Over on the anti-establishment side of the ledger, Trump and Cruz have finally abandoned their buddy act and are in open warfare. As is usually the case with fights involving Trump, the conflict has grown very nasty very quickly.

Trump’s main argument against Cruz is that he might not be eligible to be president because he was born in Canada and the Constitution requires the commander in chief to be a “natural born” citizen. It’s a less conspiratorial twist on his longtime accusation that Obama was ineligible based on phony allegations that the president was born in Kenya and not his actual birthplace of Hawaii.

RELATED: Ted Cruz slams New Yorkers, but doesn't he want their votes?

“He’s going to be running and people are going to be suing to say that he’s not allowed to run,” Trump said in an interview with MSNBC on Wednesday. 

Cruz isn’t the first candidate to run for president despite being born abroad — George Romney, Mitt’s father, was born in Mexico – and many mainstream legal scholars argue that the Constitutional provision only means that the president had to have been a citizen at birth, which Cruz was by dint of his American mother. (He even produced her birth certificate this month to prove it.) But Trump has gotten some non-Trumpian figures to at least acknowledge questions about Cruz’s qualifications, including Cruz’s old Harvard professor Laurence Tribe and Sen. John McCain, who was born in the American zone of the Panama Canal.

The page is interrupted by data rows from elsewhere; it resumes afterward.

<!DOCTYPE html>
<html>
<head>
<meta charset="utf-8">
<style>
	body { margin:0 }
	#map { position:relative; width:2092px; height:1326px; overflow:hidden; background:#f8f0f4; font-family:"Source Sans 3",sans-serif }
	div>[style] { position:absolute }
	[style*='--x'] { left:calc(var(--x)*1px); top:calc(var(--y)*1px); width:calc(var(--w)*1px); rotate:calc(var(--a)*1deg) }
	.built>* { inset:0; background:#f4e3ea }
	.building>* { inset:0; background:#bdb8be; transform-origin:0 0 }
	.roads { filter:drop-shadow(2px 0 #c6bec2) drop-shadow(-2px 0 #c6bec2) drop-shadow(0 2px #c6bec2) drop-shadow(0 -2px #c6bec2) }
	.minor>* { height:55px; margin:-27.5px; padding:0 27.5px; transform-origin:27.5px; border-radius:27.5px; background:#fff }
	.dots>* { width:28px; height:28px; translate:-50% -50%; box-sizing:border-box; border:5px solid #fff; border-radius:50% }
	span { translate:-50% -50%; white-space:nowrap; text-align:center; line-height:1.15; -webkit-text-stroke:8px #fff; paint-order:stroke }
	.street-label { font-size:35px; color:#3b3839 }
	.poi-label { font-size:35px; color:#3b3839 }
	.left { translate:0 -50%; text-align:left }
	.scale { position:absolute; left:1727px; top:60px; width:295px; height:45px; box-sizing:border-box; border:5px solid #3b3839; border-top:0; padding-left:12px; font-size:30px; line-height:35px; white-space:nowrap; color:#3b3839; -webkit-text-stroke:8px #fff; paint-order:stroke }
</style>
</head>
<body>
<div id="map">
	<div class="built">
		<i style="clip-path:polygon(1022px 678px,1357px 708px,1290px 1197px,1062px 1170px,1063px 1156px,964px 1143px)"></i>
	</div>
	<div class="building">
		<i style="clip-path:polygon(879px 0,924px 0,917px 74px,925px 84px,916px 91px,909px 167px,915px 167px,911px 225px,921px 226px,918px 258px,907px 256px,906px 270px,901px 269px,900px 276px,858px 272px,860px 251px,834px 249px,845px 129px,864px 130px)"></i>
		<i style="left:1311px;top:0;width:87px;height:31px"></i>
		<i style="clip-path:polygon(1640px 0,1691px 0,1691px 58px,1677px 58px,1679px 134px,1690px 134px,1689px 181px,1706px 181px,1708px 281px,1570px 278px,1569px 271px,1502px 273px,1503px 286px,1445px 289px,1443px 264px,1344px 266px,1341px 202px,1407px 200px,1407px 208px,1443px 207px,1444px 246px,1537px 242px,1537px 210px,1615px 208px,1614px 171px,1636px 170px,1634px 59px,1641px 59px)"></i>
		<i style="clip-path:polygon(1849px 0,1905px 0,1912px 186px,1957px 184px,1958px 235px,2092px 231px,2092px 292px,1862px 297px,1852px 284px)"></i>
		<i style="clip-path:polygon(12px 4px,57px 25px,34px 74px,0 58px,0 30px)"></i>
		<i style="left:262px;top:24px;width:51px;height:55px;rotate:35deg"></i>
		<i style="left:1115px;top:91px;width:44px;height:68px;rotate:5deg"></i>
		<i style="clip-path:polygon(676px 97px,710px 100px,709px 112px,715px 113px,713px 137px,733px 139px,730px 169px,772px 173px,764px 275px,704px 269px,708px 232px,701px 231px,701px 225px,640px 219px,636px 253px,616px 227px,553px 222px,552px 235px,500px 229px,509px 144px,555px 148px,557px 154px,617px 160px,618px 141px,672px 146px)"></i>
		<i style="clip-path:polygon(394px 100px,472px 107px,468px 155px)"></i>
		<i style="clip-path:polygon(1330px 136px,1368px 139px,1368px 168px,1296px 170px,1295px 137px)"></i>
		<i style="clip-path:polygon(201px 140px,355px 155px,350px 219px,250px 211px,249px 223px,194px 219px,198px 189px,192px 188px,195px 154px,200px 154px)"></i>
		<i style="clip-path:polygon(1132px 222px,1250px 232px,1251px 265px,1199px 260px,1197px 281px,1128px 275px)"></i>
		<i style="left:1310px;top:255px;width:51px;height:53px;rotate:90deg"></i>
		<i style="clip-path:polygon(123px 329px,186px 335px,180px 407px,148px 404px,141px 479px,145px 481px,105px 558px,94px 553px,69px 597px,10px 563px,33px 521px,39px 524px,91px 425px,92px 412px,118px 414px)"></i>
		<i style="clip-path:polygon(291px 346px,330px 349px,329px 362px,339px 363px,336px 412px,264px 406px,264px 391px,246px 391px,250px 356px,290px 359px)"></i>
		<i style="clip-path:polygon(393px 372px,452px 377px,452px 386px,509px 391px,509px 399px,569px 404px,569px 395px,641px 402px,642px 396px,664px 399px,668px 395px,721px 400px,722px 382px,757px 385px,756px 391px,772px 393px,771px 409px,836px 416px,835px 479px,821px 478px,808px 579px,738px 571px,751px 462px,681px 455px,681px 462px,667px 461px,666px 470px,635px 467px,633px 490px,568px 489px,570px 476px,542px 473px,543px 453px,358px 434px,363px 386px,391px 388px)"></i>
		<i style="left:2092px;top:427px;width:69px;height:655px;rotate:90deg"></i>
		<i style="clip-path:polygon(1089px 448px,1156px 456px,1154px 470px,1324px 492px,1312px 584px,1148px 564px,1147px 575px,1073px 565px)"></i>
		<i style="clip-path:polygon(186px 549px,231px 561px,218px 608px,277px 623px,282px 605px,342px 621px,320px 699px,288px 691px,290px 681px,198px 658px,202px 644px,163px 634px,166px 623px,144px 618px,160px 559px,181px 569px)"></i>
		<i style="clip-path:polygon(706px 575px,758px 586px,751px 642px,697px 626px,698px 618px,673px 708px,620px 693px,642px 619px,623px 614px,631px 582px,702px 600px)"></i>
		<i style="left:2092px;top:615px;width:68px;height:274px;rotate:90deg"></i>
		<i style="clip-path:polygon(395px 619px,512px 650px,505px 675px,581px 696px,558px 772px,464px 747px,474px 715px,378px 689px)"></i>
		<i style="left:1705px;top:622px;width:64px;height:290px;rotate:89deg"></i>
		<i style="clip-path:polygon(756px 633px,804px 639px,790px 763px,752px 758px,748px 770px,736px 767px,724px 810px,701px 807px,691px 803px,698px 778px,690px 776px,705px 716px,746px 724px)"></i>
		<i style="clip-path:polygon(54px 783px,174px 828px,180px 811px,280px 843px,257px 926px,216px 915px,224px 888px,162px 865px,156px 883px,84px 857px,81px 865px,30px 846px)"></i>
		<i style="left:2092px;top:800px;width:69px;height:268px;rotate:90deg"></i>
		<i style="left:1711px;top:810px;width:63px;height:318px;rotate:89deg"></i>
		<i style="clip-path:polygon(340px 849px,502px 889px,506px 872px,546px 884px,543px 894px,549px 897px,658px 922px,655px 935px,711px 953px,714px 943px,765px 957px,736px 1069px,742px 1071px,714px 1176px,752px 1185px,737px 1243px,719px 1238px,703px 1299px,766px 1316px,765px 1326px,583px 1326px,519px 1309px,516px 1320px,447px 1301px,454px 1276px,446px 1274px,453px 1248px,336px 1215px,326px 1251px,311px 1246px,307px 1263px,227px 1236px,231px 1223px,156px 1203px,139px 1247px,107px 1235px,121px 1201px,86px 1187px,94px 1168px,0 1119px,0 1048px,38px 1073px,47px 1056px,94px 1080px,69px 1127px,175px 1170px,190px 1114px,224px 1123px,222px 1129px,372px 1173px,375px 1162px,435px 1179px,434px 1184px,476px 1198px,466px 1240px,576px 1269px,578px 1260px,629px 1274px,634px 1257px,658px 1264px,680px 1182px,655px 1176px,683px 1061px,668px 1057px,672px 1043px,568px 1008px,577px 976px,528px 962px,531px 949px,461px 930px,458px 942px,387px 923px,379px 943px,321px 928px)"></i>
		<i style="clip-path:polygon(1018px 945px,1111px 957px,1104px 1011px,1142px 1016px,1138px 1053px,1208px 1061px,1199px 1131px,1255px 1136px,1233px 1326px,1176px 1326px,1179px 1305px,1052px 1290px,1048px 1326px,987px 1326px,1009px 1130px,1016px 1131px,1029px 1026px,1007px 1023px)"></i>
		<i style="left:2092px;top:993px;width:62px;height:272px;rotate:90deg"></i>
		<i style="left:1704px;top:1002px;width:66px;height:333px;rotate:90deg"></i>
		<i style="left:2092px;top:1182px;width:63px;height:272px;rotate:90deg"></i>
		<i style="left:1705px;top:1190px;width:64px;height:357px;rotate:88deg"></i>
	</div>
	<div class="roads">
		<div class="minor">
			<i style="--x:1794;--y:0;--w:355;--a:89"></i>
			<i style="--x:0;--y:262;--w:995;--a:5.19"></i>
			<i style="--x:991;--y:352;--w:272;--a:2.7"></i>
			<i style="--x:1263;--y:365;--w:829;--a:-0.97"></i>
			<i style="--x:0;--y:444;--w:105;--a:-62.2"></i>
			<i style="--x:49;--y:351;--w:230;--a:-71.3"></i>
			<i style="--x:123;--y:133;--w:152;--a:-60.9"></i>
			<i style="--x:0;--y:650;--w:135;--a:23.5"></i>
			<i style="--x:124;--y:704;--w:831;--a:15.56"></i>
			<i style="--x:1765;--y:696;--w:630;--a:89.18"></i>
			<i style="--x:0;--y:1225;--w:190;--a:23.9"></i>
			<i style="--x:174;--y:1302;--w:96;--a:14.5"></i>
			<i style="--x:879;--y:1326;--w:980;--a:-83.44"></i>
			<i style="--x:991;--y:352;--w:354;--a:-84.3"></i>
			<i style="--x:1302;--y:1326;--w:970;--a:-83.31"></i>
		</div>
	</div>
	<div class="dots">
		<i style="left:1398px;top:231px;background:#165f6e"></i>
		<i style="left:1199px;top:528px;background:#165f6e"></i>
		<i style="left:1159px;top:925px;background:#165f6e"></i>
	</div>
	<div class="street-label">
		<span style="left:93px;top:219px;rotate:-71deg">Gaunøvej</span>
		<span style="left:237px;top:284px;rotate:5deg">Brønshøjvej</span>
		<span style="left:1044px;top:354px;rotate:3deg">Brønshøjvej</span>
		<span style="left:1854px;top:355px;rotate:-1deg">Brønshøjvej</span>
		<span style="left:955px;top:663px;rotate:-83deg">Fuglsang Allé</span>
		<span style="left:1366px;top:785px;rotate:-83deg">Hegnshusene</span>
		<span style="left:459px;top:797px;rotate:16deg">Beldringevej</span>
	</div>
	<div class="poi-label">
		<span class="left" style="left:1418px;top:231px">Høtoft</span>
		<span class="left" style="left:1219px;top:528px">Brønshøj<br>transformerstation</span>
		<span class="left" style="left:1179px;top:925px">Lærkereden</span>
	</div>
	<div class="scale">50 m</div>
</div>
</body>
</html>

Abandoning his pacifist approach to Trump, Cruz responded this week by subtly suggesting Trump’s eligibility concerns are part of a liberal plot.

“It is more than a little strange to see Donald relying on his authoritative a liberal, left wing judicial activist Harvard law professor, who is a huge Hillary supporter,” Cruz said in Iowa, a reference to Tribe’s doubts about his eligibility. “It starts to make you think, gosh, why are Hillary's strongest supporters backing Donald Trump?”

Cruz has also started accusing Trump of representing (gasp!) “New York values” as opposed to the strict moral code favored by the good people who live in politically influential early primary states.

“The rest of the country knows exactly what New York values are,” Cruz told Fox News host Megyn Kelly on Tuesday. “I got to say, they’re not Iowa values and they’re not New Hampshire values.”

Finally, Cruz and Rubio are still engaged in a heated but usually more substantive argument over a variety of policy issues, including foreign policy, immigration, and now taxes. In recent days, Rubio has pointed out that Cruz’s multi-trillion dollar tax plan would replace much of the current tax code with a giant tax on consumption. Rubio calls the tax a “dangerous expansion of Washington’s power,” Cruz calls it a more efficient business tax.

Add it all up and no one should be surprised if Thursday is one of the most combative debates of the primary for either side. The polls are tight, voters are paying attention, and everyone is running out of time to get their message across. Game on.